* _WORK REQUEST_: Using the data below, return the stretch from the line that contains "Annotation task. Parse" through the line that contains "Quick job: Give", both included, exactly as it stands and nothing beyond it.

* _Records from a data collection_:

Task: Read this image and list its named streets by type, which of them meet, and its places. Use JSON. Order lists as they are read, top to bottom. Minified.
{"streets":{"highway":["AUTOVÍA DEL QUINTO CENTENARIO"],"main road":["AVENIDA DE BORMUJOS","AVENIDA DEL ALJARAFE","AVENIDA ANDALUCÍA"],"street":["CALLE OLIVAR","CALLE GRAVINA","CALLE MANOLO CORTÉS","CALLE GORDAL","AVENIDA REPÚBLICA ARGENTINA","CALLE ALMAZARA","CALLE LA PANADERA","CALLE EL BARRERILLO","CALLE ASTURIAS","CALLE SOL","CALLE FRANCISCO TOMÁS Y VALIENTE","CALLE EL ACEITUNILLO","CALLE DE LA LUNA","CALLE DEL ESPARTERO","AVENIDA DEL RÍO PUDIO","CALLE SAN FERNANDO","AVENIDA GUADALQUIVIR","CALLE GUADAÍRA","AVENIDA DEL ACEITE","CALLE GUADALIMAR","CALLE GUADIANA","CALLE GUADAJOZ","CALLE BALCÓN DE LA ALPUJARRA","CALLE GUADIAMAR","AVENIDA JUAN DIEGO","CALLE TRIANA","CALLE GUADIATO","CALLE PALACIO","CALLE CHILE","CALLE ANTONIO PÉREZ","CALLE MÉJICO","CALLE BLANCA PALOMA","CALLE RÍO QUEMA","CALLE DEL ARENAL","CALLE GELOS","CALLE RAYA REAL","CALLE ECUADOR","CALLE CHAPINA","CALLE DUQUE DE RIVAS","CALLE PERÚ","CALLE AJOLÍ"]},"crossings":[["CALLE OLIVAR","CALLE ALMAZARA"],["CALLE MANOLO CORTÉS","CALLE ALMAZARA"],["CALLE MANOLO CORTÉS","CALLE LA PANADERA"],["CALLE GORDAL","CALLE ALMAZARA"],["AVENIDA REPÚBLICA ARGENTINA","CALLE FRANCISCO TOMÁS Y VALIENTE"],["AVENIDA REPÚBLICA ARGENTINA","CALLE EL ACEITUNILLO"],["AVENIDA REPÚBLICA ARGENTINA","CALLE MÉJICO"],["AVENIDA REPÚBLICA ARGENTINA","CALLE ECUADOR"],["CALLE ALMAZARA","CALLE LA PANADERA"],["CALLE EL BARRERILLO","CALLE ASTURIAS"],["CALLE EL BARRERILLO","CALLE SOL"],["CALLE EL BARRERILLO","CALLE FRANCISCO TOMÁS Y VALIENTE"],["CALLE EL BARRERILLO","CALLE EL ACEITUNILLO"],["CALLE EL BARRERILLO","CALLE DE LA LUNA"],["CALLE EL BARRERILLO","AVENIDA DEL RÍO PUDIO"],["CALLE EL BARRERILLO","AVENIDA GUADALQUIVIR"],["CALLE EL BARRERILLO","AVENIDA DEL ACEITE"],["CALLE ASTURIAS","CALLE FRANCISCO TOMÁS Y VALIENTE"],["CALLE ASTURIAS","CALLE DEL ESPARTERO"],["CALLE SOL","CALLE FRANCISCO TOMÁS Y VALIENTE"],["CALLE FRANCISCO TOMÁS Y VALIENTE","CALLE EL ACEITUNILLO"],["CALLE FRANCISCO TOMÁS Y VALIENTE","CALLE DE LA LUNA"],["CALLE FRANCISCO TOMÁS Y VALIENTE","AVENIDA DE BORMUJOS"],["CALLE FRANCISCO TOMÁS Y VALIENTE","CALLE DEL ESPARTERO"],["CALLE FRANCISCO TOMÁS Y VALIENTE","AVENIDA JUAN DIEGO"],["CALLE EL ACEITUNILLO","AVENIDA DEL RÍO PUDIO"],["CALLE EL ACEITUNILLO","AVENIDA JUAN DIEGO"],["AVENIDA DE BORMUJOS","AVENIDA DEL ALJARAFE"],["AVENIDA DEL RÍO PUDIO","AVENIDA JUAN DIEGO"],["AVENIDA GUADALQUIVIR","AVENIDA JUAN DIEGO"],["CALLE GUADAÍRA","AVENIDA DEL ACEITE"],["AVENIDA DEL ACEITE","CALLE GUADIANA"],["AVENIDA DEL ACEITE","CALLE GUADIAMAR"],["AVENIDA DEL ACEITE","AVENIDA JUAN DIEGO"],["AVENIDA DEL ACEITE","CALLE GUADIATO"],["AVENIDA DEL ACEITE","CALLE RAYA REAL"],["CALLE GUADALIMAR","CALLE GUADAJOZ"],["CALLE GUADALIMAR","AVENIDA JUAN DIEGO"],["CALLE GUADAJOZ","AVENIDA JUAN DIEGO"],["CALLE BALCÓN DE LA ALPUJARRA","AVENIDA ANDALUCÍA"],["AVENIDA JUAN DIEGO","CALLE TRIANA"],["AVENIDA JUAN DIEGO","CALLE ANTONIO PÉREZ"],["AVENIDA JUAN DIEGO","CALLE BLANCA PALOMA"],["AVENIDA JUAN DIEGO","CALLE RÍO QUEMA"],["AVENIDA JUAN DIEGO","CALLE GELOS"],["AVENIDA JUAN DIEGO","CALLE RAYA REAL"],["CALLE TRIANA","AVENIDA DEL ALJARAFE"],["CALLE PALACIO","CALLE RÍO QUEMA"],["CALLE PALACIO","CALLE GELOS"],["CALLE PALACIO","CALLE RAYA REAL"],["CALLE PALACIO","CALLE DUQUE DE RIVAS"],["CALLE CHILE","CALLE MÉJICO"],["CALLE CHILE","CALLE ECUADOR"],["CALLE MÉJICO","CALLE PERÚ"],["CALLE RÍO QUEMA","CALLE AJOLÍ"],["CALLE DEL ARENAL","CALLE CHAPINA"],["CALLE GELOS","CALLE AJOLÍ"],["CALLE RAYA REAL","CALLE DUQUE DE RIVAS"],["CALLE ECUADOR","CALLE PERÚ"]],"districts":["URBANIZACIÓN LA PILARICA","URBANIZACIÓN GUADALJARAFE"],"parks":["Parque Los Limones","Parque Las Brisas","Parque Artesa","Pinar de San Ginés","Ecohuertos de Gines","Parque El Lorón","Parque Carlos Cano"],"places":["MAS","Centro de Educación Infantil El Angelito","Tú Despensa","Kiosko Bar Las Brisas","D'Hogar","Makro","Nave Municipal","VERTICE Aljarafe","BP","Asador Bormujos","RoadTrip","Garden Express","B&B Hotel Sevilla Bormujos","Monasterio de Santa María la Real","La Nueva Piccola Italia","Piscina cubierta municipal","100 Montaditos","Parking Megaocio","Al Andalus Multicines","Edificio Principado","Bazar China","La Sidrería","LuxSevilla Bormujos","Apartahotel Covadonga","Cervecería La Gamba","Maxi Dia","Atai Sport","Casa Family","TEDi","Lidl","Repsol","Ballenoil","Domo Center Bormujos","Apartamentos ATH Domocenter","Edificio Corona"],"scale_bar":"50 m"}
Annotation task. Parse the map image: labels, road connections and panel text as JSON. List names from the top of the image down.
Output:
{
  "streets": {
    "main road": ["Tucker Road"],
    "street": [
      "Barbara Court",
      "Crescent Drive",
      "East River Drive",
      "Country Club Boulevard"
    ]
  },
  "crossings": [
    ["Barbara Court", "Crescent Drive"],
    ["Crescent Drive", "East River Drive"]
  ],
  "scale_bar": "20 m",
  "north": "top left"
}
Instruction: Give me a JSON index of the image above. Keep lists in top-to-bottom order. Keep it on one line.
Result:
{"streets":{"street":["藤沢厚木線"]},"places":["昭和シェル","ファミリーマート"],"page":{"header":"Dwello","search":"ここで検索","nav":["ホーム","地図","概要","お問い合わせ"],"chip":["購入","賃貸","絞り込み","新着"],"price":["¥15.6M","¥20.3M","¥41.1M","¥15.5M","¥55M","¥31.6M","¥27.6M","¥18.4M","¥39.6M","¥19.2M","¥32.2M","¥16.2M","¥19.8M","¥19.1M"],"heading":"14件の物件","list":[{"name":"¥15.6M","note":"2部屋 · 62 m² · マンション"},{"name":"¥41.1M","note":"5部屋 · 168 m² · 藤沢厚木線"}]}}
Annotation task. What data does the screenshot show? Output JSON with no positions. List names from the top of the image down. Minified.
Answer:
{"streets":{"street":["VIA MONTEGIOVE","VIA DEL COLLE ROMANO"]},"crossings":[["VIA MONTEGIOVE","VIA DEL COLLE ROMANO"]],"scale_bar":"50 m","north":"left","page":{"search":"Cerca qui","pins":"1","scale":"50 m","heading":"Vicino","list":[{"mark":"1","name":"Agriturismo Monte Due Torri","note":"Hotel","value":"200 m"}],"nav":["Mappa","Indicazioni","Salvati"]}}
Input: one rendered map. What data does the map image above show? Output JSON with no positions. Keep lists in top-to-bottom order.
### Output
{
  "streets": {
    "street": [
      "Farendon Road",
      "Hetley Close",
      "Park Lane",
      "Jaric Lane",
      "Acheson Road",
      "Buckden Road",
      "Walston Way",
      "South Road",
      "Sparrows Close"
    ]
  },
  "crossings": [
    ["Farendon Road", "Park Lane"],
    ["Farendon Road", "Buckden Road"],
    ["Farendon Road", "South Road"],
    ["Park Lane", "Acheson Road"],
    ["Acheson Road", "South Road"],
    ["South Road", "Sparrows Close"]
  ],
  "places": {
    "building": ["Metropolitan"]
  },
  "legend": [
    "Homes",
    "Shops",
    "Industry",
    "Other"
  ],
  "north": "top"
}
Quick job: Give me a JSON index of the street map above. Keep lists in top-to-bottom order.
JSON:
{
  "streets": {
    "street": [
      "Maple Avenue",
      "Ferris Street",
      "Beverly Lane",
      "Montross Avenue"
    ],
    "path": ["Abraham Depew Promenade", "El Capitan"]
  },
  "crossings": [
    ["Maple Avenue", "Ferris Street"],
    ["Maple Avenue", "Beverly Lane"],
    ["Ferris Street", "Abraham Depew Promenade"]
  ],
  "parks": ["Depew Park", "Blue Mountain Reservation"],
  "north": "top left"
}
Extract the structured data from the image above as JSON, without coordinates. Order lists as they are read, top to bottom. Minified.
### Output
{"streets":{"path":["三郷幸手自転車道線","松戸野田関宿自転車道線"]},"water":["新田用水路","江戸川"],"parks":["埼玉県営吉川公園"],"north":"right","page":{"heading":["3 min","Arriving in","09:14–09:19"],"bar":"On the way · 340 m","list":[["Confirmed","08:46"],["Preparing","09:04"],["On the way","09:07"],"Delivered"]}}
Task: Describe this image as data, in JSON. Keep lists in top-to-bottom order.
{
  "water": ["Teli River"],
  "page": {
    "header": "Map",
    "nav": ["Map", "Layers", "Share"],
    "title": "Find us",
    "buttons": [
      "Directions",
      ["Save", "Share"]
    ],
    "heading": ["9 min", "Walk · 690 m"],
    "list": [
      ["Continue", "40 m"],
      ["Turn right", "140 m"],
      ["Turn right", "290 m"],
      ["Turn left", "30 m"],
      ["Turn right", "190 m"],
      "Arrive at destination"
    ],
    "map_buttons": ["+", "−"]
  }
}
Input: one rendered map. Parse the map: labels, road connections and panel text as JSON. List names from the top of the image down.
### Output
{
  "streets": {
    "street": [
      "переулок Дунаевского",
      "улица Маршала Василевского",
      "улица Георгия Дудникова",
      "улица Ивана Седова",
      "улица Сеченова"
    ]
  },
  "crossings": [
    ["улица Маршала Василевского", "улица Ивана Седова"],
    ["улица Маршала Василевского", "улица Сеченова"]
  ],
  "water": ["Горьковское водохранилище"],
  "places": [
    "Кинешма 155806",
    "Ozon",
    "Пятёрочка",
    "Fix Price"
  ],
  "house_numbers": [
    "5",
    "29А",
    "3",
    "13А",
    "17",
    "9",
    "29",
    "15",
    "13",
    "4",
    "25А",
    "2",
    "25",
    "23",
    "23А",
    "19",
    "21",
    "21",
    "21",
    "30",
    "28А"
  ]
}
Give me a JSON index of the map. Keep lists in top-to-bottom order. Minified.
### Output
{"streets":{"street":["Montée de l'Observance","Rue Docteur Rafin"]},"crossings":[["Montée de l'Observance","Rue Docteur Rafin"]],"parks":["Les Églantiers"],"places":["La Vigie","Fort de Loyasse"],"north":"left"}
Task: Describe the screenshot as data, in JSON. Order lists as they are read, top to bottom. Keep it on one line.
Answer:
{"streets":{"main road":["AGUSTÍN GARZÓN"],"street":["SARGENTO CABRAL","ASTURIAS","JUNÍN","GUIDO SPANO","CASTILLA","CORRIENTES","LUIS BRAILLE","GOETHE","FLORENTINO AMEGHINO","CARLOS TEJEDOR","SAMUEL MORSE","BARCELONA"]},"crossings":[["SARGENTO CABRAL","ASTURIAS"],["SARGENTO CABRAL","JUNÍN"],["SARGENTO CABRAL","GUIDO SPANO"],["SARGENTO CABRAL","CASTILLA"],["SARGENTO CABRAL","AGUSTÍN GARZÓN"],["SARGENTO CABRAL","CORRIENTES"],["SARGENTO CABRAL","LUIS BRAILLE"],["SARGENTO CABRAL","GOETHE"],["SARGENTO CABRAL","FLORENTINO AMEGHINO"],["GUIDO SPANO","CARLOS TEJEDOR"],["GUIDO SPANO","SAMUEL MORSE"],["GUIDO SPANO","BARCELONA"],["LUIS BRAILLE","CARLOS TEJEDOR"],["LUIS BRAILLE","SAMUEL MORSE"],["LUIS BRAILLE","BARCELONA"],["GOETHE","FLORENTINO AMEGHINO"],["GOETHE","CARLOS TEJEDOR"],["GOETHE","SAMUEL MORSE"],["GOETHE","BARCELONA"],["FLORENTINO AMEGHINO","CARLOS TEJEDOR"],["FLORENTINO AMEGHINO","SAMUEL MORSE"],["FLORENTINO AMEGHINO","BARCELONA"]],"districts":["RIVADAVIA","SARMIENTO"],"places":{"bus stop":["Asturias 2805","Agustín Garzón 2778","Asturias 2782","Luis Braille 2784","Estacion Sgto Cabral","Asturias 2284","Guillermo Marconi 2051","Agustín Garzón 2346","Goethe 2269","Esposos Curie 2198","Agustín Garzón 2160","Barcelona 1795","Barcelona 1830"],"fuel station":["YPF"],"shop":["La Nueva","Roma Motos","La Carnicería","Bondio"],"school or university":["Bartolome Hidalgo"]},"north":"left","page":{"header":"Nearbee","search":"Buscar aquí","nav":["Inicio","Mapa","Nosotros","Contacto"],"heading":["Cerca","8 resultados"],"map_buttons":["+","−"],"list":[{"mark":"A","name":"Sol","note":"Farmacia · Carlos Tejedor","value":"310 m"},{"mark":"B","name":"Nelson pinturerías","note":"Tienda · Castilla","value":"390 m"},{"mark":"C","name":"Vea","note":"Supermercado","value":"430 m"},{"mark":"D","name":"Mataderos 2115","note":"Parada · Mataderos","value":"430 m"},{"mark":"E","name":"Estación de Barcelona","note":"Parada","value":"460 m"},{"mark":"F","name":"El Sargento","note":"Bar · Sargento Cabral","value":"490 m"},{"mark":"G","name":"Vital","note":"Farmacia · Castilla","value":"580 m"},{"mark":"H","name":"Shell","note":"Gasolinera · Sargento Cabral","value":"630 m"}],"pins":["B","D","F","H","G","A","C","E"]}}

* _RESPONSE TO THE TASK_:
Annotation task. Parse the map image: labels, road connections and panel text as JSON. List names from the top of the image down.
Output:
{
  "streets": {
    "main road": ["Tucker Road"],
    "street": [
      "Barbara Court",
      "Crescent Drive",
      "East River Drive",
      "Country Club Boulevard"
    ]
  },
  "crossings": [
    ["Barbara Court", "Crescent Drive"],
    ["Crescent Drive", "East River Drive"]
  ],
  "scale_bar": "20 m",
  "north": "top left"
}
Instruction: Give me a JSON index of the image above. Keep lists in top-to-bottom order. Keep it on one line.
Result:
{"streets":{"street":["藤沢厚木線"]},"places":["昭和シェル","ファミリーマート"],"page":{"header":"Dwello","search":"ここで検索","nav":["ホーム","地図","概要","お問い合わせ"],"chip":["購入","賃貸","絞り込み","新着"],"price":["¥15.6M","¥20.3M","¥41.1M","¥15.5M","¥55M","¥31.6M","¥27.6M","¥18.4M","¥39.6M","¥19.2M","¥32.2M","¥16.2M","¥19.8M","¥19.1M"],"heading":"14件の物件","list":[{"name":"¥15.6M","note":"2部屋 · 62 m² · マンション"},{"name":"¥41.1M","note":"5部屋 · 168 m² · 藤沢厚木線"}]}}
Annotation task. What data does the screenshot show? Output JSON with no positions. List names from the top of the image down. Minified.
Answer:
{"streets":{"street":["VIA MONTEGIOVE","VIA DEL COLLE ROMANO"]},"crossings":[["VIA MONTEGIOVE","VIA DEL COLLE ROMANO"]],"scale_bar":"50 m","north":"left","page":{"search":"Cerca qui","pins":"1","scale":"50 m","heading":"Vicino","list":[{"mark":"1","name":"Agriturismo Monte Due Torri","note":"Hotel","value":"200 m"}],"nav":["Mappa","Indicazioni","Salvati"]}}
Input: one rendered map. What data does the map image above show? Output JSON with no positions. Keep lists in top-to-bottom order.
### Output
{
  "streets": {
    "street": [
      "Farendon Road",
      "Hetley Close",
      "Park Lane",
      "Jaric Lane",
      "Acheson Road",
      "Buckden Road",
      "Walston Way",
      "South Road",
      "Sparrows Close"
    ]
  },
  "crossings": [
    ["Farendon Road", "Park Lane"],
    ["Farendon Road", "Buckden Road"],
    ["Farendon Road", "South Road"],
    ["Park Lane", "Acheson Road"],
    ["Acheson Road", "South Road"],
    ["South Road", "Sparrows Close"]
  ],
  "places": {
    "building": ["Metropolitan"]
  },
  "legend": [
    "Homes",
    "Shops",
    "Industry",
    "Other"
  ],
  "north": "top"
}
Quick job: Give me a JSON index of the street map above. Keep lists in top-to-bottom order.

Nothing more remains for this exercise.